COUR D'APPEL D'AIX EN PROVENCE
1re Chambre A
ARRÊT AU FOND
DU 19 JUIN 2012
J.V.
N° 2012/
Rôle N° 11/06197
SARL SOCIETE IMMOBILIERE DU [Adresse 7]
C/
SARL [Localité 2] RESTAURATION
SA FINAMUR
Grosse délivrée
le :
à :la SCP TOLLINCHI - PERRET-VIGNERON - BARADAT-BUJOLI-TOLLINCHI la SCP COHEN-GUEDJ la SCP JOURDAN - WATTECAMPS
Décision déférée à la Cour :
Jugement du Tribunal de Grande Instance de TOULON en date du 03 Février 2011 enregistré au répertoire général sous le n° 09/3801.
APPELANTE
SARL SOCIETE IMMOBILIERE poursuites et diligences de son représentant légal en exercice y domicilié [Adresse 7]
représentée par la SCP TOLLINCHI PERRET VIGNERON, avocats au barreau d'AIX-EN-PROVENCE
assistée par Me Julien TURCZYNSKI, , avocat au barreau de BRUXELLES
INTIMES
S.A.R.L [Localité 2] RESTAURATION, prise en la personne de son représentant légal en exercice y domicilié, À l'enseigne Brasserie KANTERBRAU - [Adresse 3]
représentée par la SCP COHEN GUEDJ, avocats au barreau d'AIX-EN-PROVENCE,
assistée par Me Thierry FRADET, avocat au barreau de TOULON
SA FINAMUR, venant aux droits de la Société UNICOMI, prise en la personne de son représentant légal en exercice y domicilié, [Adresse 1]
représentée par la SCP J F JOURDAN - P G WATTECAMPS, avocats au barreau d'AIX-EN-PROVENCE,
assistée par Me Patricia ROY-THERMES, avocat au barreau de PARIS
*-*-*-*-*
COMPOSITION DE LA COUR
L'affaire a été débattue le 14 Mai 2012 en audience publique. Conformément à l'article 785 du Code de Procédure Civile, M.VEYRE, Conseiller a fait un rapport oral de l'affaire à l'audience avant les plaidoiries.
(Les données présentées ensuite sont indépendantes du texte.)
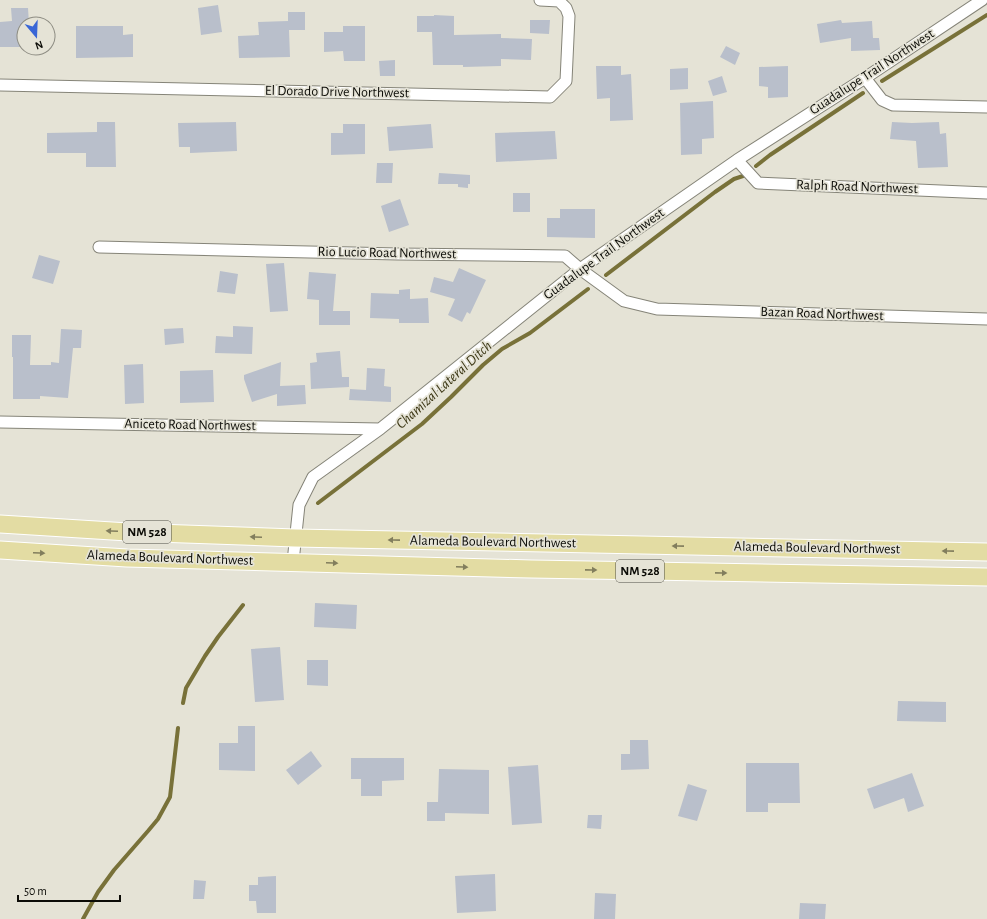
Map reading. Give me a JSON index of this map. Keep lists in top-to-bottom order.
{
  "streets": {
    "main road": ["NM 528", "Alameda Boulevard Northwest"],
    "street": [
      "Guadalupe Trail Northwest",
      "El Dorado Drive Northwest",
      "Ralph Road Northwest",
      "Rio Lucio Road Northwest",
      "Bazan Road Northwest",
      "Aniceto Road Northwest"
    ]
  },
  "crossings": [
    ["Guadalupe Trail Northwest", "Ralph Road Northwest"],
    ["Guadalupe Trail Northwest", "Rio Lucio Road Northwest"],
    ["Guadalupe Trail Northwest", "Aniceto Road Northwest"],
    ["Guadalupe Trail Northwest", "Alameda Boulevard Northwest"],
    ["Rio Lucio Road Northwest", "Bazan Road Northwest"]
  ],
  "water": ["Chamizal Lateral Ditch"],
  "scale_bar": "50 m",
  "north": "bottom"
}
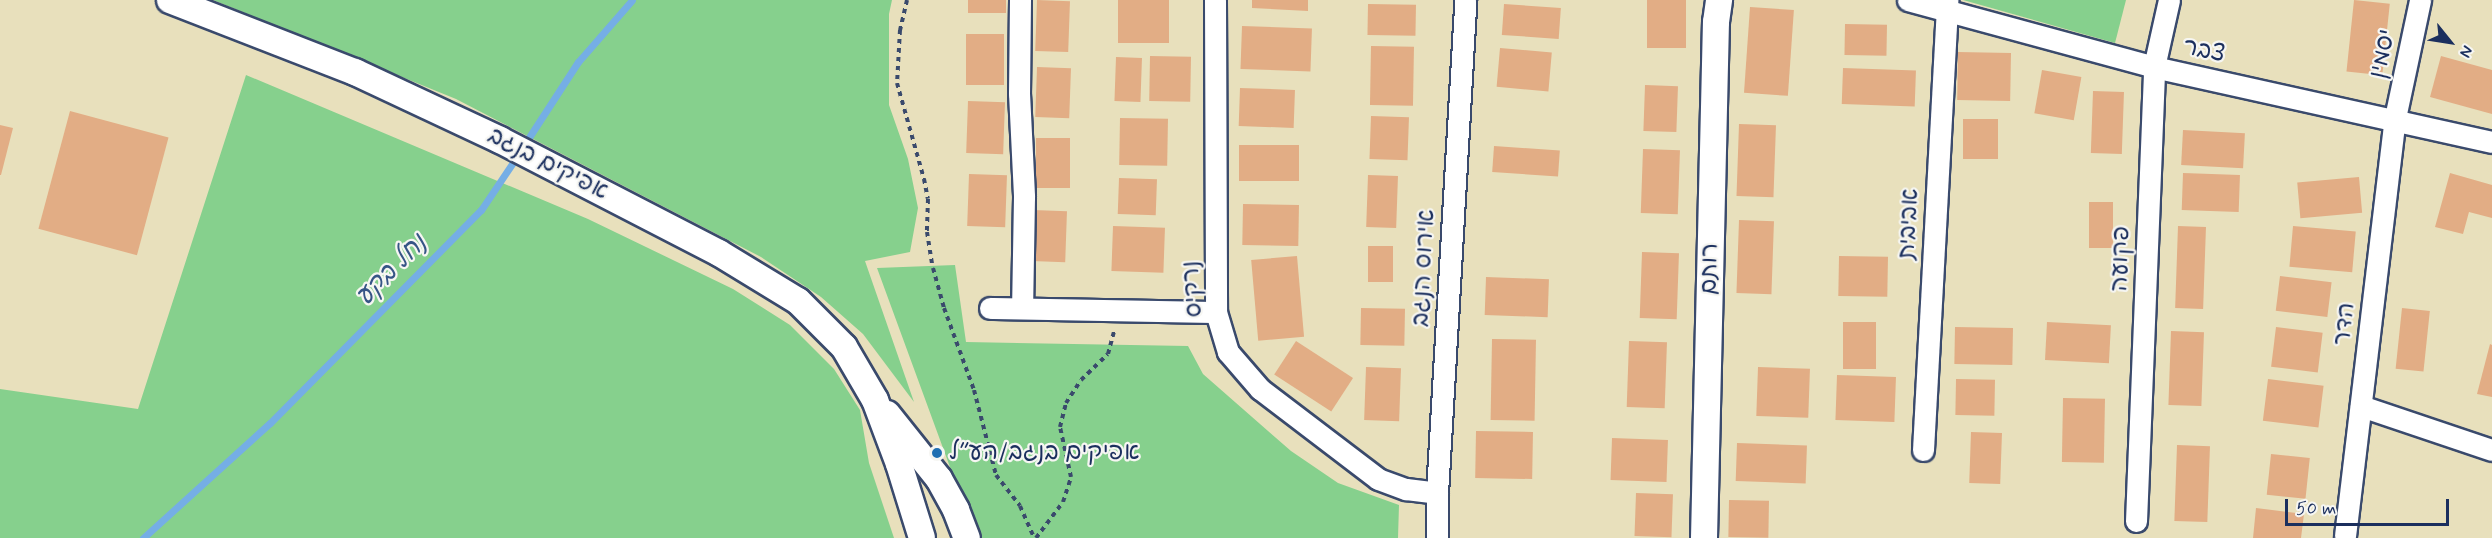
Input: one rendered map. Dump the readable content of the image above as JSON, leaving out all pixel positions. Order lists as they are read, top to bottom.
{
  "streets": {
    "street": [
      "צבר",
      "יסמין",
      "אפיקים בנגב",
      "אביבית",
      "פקועה",
      "אירוס הנגב",
      "רותם",
      "נרקיס",
      "הדר"
    ]
  },
  "crossings": [
    ["צבר", "יסמין"],
    ["צבר", "אביבית"],
    ["צבר", "פקועה"],
    ["צבר", "הדר"],
    ["יסמין", "הדר"],
    ["אירוס הנגב", "נרקיס"]
  ],
  "water": ["נחל בקע"],
  "places": ["אפיקים בנגב/הע״ל"],
  "scale_bar": "50 m",
  "north": "bottom right"
}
La Cour était composée de :
Monsieur Jean-Paul LACROIX-ANDRIVET, Président
Monsieur Jean VEYRE, Conseiller
Madame Anne VIDAL, Conseiller
qui en ont délibéré.
Greffier lors des débats : Mademoiselle Patricia POGGI.
Les parties ont été avisées que le prononcé public de la décision aurait lieu par mise à disposition au greffe le 19 Juin 2012
ARRÊT
Contradictoire,
Prononcé par mise à disposition au greffe le 19 Juin 2012,
Signé par Monsieur Jean-Paul LACROIX-ANDRIVET, Président et Mademoiselle Patricia POGGI, greffier auquel la minute de la décision a été remise par le magistrat signataire.
***
Vu le jugement rendu le 03 février 2011 par le tribunal de grande instance de Toulon dans le procès opposant la société Immobilière du [Adresse 7] (IQSM) à la société [Localité 2] RESTAURATION et la société FINAMUR.
Vu la déclaration d'appel de la société IQSM du 05 avril 2011.
Vu les conclusions déposées par la société IQSM le 30 janvier 2011.
Vu les conclusions déposées par la société [Localité 2] RESTAURATION le 11 mai 2012.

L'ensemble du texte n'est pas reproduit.